**What you are asked to do**. Within the records, tally the lines that contain "rotate" and reply with that number only.

[Opening Provided data section]

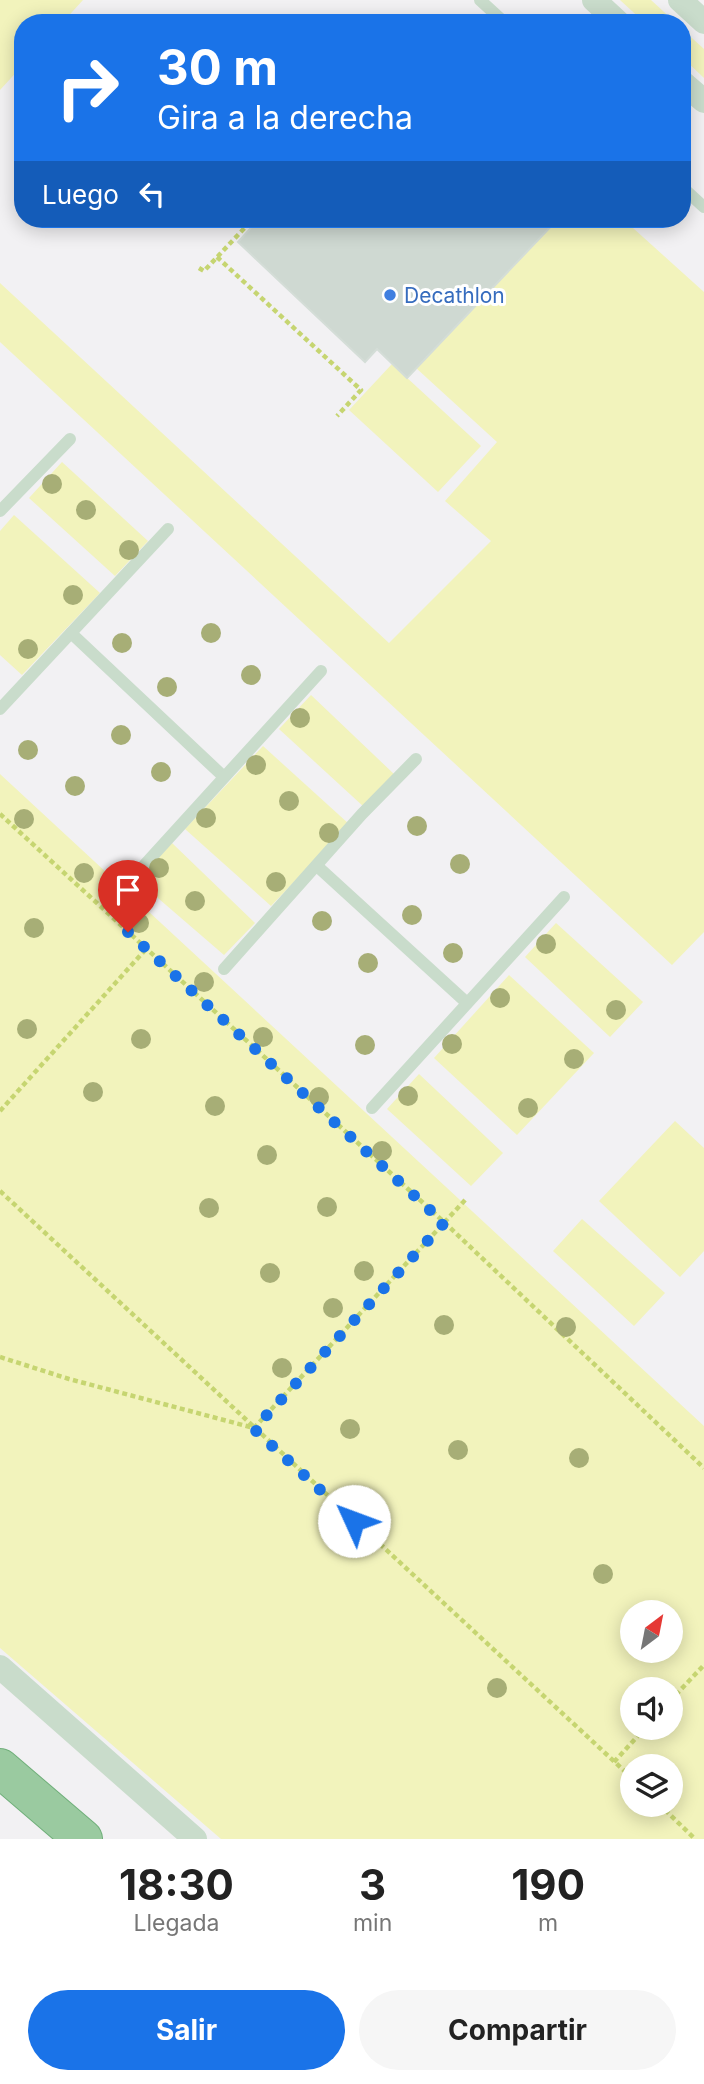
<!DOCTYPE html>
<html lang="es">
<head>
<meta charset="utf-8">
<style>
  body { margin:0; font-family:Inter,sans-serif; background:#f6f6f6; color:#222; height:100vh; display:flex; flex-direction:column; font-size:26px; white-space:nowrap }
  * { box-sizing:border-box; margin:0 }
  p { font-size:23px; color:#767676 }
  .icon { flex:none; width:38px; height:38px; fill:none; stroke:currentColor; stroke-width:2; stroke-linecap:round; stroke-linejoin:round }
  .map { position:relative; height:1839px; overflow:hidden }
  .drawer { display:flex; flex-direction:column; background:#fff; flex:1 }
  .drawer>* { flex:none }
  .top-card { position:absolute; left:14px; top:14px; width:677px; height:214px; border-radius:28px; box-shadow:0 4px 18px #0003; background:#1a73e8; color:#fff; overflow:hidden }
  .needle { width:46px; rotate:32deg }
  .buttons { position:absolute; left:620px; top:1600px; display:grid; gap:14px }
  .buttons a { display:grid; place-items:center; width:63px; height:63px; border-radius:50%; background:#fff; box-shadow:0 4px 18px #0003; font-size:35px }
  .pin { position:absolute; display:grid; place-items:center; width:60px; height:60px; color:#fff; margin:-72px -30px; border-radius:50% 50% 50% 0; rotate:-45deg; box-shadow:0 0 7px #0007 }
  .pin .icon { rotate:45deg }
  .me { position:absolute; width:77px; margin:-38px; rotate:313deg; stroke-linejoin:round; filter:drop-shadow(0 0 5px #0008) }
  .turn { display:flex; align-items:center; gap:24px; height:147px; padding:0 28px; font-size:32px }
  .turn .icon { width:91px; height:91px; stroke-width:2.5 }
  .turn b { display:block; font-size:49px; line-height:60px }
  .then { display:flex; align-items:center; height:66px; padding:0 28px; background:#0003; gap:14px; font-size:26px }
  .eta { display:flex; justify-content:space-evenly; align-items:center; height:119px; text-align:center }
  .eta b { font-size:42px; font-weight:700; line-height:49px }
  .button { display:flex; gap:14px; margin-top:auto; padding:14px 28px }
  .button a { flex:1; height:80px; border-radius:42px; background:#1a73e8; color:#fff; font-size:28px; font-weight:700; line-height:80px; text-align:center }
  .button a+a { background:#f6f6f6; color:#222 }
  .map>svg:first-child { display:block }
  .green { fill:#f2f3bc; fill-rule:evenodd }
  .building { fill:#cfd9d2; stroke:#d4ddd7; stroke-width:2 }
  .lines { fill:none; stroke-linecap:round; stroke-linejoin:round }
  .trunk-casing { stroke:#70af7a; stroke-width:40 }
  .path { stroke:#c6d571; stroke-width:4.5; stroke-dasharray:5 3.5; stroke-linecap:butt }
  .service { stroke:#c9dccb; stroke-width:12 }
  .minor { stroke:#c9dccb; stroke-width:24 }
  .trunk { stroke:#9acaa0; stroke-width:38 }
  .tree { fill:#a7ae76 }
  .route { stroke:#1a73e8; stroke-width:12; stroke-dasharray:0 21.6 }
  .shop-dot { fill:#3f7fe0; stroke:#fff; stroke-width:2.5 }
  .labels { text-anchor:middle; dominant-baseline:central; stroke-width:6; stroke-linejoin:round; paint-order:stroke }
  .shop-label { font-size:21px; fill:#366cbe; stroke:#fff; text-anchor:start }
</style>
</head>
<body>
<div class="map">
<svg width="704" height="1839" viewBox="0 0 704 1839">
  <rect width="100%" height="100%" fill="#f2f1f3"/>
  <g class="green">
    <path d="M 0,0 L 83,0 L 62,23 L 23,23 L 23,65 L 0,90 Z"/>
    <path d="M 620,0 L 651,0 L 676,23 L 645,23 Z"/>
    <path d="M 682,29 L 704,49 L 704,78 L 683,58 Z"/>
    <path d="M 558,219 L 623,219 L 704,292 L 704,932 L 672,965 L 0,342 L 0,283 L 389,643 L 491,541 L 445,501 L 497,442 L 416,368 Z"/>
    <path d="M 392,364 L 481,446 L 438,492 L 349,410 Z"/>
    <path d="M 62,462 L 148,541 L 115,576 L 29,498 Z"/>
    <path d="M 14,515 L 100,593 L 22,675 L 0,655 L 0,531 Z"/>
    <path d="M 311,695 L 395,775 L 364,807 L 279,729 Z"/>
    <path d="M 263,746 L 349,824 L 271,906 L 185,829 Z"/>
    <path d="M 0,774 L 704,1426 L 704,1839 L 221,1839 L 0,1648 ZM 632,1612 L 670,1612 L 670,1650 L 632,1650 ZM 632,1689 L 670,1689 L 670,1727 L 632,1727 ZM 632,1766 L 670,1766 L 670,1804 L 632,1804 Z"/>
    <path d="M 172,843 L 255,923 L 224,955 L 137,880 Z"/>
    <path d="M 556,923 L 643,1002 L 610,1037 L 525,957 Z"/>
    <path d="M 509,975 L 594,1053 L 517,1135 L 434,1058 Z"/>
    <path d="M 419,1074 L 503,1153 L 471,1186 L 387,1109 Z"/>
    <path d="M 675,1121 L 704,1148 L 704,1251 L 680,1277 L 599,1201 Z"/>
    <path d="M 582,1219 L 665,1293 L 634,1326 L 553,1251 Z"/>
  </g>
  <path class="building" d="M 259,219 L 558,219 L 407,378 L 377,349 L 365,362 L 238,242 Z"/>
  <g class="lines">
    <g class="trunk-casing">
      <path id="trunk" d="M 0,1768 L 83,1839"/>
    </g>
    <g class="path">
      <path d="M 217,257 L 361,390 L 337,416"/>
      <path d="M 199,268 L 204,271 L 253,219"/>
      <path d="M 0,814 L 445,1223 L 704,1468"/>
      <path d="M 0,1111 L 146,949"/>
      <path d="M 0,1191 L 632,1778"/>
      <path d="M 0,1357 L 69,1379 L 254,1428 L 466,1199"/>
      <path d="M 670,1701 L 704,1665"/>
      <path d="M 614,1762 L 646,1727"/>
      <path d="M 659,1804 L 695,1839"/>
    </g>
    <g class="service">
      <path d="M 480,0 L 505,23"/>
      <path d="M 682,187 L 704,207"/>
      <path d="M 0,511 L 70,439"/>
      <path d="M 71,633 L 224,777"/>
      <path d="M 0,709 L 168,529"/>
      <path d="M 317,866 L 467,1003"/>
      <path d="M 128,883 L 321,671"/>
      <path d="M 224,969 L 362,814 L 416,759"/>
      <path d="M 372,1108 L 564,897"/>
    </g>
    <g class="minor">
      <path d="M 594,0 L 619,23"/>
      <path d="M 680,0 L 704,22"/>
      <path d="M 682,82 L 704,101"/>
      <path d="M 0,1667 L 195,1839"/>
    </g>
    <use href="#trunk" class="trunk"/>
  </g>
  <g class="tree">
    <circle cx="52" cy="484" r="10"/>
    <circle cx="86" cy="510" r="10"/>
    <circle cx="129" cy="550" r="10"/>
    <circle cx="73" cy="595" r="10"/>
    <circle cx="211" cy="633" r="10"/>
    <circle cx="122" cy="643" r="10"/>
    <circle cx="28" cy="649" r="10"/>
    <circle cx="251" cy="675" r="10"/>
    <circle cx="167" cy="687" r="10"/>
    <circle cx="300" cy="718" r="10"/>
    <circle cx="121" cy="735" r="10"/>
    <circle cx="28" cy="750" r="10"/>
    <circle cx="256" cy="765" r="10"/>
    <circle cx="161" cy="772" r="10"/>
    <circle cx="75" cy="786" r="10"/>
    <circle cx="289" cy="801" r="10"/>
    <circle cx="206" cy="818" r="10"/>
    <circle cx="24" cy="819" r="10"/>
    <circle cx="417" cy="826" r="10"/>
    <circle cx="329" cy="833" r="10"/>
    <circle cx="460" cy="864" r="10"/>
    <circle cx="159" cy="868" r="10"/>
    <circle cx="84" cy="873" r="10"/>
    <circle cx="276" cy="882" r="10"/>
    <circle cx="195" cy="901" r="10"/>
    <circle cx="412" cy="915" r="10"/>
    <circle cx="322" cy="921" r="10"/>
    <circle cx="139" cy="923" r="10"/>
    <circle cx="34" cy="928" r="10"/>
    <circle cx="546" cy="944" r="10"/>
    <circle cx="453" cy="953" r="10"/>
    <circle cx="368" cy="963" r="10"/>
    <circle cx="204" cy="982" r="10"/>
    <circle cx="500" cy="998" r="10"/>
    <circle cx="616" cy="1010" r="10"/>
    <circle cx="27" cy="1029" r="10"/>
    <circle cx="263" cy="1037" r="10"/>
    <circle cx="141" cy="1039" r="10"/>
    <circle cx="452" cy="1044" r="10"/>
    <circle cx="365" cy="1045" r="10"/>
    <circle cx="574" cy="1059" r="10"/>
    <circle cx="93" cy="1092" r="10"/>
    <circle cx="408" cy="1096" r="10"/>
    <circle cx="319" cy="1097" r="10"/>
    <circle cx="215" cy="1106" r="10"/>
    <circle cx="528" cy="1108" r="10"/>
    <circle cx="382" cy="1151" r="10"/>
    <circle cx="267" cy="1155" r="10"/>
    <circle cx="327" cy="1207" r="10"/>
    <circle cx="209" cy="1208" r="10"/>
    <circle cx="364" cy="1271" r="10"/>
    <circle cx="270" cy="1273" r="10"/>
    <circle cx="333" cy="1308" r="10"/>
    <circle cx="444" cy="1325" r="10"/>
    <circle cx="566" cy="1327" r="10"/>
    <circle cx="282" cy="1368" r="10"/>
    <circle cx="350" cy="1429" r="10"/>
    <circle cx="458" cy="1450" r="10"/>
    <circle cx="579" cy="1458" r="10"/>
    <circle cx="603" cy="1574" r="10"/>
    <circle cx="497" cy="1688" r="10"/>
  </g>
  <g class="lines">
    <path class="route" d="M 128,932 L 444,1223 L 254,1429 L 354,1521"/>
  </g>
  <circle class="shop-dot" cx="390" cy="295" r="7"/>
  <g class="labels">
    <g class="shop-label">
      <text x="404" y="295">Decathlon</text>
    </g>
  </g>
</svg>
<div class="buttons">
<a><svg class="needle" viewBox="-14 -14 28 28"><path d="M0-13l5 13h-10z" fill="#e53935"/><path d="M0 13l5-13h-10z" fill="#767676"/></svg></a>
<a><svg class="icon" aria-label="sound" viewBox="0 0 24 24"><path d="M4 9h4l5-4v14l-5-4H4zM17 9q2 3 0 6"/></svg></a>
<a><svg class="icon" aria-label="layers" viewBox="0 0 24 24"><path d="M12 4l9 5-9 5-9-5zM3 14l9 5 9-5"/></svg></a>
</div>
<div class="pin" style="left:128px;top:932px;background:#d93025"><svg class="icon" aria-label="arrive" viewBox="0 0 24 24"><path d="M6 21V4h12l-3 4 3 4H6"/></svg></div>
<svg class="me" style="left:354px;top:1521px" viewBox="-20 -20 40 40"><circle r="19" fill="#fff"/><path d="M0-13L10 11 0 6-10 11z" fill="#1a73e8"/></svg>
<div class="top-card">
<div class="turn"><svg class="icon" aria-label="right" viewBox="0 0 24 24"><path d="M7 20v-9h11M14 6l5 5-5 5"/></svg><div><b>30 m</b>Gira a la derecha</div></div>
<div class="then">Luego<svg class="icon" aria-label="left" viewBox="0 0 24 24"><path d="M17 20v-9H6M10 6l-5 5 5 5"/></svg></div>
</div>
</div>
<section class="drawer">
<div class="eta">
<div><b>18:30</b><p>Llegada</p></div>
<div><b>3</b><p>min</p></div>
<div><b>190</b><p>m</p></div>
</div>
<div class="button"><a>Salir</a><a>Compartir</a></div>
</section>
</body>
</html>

[Closing Provided data section]

**Problem solution**. 4